At Memorial University in Newfoundland, meanwhile, a tank simulates what happens when certain types of fishing gear are towed through the water: what stays in the cod end, what escapes, how nets might be re-designed to reduce bycatch.
The electronic mapping and tracking technologies and the Newfoundland tank, of course, represent only new or recent applications of technology. History can be viewed as a series of technological developments, each making it possible for people to do something they couldn’t do before – hunt, fish, exploit resources, build, travel, explore. Learning older technologies, in fact, is a valuable part of anyone’s education.
In Maine coastal and island communities the examples of this kind of technological learning are everywhere: in boat shops and fish houses, aboard fishing boats, in workshops, in gardens and on farms, in libraries and community centers where elders and others with knowledge pass down the skills and methods they have learned. Old or new, using technology is all about remembering – and often improving on – skills and techniques mastered over the generations.
At the same time it’s important to understand that we can’t count on technology to benefit us.
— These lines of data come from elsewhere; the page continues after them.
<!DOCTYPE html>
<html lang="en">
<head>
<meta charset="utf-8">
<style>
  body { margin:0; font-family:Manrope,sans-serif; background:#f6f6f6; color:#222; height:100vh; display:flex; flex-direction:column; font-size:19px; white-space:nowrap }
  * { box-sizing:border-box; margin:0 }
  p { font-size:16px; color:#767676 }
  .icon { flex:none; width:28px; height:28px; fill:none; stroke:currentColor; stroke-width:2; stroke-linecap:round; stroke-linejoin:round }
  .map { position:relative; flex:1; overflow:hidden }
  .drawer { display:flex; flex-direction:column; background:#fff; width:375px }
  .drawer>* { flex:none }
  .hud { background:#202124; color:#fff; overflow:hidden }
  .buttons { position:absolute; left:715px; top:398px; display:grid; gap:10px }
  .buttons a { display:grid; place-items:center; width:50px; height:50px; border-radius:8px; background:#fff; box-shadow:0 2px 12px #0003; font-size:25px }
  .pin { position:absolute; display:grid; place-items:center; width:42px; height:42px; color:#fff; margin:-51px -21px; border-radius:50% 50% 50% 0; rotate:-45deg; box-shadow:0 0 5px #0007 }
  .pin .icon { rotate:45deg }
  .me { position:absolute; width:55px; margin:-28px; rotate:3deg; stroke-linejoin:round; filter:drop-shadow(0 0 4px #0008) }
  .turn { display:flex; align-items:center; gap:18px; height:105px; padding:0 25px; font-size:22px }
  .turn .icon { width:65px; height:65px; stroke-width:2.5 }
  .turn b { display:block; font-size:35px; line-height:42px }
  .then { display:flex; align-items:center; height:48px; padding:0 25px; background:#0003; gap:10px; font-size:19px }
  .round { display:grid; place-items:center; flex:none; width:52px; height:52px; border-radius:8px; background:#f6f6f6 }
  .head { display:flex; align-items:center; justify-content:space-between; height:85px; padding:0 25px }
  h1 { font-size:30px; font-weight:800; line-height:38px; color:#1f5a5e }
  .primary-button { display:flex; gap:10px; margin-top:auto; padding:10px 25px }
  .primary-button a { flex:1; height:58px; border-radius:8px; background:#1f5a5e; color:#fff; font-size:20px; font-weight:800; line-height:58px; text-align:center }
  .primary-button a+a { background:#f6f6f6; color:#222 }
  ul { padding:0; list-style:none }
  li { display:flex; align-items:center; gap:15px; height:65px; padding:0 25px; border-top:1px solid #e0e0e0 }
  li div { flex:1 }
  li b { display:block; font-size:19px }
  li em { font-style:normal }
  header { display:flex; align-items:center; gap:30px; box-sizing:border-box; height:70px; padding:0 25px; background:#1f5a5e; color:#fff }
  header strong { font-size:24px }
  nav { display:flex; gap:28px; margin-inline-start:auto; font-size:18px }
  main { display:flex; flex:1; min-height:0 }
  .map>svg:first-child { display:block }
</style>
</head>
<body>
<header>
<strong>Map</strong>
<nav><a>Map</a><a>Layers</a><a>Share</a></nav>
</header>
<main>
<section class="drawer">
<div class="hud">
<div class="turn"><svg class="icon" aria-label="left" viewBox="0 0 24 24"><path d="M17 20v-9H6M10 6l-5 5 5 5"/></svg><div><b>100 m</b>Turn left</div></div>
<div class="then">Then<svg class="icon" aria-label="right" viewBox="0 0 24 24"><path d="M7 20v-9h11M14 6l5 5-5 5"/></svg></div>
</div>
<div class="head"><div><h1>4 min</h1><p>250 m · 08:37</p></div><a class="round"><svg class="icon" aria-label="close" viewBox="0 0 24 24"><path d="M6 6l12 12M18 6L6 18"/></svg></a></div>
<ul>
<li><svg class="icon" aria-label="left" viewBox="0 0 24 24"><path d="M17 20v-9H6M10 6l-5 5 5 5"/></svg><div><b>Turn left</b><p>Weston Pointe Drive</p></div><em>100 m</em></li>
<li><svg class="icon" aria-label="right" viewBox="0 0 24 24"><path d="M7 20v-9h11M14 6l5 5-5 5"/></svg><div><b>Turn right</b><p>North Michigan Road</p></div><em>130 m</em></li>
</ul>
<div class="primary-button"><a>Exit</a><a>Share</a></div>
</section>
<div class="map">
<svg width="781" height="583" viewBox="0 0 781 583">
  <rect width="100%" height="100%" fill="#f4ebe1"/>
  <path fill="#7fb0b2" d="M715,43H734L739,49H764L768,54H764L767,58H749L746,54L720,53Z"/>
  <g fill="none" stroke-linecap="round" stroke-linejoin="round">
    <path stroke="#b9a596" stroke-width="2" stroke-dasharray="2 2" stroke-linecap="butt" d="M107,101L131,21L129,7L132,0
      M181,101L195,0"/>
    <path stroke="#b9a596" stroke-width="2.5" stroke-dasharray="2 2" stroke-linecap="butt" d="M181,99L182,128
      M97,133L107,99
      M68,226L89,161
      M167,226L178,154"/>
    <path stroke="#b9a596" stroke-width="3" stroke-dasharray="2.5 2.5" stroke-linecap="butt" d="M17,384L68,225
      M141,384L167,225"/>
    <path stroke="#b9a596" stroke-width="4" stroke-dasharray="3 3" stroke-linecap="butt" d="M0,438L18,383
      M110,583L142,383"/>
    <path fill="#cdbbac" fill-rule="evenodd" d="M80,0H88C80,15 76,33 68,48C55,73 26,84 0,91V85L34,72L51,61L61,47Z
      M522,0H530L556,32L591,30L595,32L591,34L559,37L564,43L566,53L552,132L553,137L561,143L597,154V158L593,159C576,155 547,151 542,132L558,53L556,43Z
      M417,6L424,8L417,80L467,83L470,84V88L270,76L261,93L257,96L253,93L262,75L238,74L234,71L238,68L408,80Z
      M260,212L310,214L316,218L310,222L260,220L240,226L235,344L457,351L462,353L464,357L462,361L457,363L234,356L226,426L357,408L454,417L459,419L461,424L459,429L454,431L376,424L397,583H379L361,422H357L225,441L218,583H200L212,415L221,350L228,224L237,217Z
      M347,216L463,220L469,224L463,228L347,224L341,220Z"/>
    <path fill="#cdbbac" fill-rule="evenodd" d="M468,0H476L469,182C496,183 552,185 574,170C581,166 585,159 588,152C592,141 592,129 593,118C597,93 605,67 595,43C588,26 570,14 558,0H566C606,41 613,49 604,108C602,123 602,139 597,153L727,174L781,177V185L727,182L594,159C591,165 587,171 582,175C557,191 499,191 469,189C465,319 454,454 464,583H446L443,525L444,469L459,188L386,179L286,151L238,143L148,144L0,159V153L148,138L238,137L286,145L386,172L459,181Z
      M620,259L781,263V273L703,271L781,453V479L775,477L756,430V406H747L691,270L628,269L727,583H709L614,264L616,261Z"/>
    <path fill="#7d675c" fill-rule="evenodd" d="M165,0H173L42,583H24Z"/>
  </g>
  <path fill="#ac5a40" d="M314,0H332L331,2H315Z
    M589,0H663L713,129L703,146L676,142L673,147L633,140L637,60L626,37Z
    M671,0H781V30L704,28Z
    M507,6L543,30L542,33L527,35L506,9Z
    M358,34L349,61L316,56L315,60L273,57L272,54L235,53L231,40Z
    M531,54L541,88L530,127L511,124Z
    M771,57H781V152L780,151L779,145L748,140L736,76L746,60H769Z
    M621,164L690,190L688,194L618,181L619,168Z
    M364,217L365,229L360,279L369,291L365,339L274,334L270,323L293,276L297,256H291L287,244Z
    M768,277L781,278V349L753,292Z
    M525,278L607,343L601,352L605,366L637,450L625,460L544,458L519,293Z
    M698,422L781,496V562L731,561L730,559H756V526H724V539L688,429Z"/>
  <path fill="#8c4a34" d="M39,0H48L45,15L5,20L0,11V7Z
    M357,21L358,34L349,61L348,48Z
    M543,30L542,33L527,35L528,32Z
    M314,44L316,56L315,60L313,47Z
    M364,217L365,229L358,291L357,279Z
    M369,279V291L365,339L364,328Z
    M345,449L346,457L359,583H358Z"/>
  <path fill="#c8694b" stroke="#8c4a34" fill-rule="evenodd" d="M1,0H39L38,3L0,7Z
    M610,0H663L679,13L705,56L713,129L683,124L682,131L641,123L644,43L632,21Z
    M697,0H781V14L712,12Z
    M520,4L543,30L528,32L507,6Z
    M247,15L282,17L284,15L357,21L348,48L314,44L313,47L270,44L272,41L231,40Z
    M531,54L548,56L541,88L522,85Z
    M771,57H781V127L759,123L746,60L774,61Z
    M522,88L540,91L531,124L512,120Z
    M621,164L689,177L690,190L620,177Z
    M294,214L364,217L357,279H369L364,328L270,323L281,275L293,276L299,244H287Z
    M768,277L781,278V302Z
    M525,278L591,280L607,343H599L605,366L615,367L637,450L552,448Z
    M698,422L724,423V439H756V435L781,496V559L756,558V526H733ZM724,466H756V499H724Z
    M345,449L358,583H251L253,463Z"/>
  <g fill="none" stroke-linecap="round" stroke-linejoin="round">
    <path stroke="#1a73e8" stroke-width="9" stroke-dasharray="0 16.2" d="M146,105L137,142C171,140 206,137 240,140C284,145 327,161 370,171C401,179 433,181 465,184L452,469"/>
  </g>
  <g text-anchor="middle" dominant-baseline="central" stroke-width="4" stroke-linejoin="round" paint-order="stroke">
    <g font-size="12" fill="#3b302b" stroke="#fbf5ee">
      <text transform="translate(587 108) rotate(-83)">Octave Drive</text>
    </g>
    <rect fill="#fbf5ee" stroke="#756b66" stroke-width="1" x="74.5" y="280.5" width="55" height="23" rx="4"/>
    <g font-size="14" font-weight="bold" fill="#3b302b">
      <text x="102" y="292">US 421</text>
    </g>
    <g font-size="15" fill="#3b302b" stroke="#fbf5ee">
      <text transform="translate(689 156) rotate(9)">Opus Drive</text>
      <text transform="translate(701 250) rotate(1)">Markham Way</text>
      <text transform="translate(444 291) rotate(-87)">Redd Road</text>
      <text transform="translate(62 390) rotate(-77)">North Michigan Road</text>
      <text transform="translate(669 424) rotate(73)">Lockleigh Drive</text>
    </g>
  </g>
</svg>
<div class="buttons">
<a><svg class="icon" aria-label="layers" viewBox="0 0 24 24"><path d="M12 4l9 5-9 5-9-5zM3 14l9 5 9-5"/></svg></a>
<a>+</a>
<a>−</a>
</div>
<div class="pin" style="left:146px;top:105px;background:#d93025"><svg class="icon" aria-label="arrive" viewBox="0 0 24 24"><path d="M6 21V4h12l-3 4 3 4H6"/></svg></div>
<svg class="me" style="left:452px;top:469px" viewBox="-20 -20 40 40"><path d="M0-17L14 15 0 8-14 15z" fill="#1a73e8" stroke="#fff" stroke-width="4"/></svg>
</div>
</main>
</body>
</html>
The GPS satellites that provide pinpoint data for neighborhood mapping are also capable of guiding a bomb to its destination. The shipbuilding methods, sonar and radar that make going to sea so much easier have also contributed to the depletion of fish stocks. And now we have a further new, disturbing evidence that PCBs, a byproduct of the burning of fossil fuels, are reaching unacceptable levels in farmed salmon – a case of technology doing undeniable harm.
Human beings will – and must – continue to invent things and make technological advances. Over time, we can only hope that the systems they invent and refine will do more good than harm.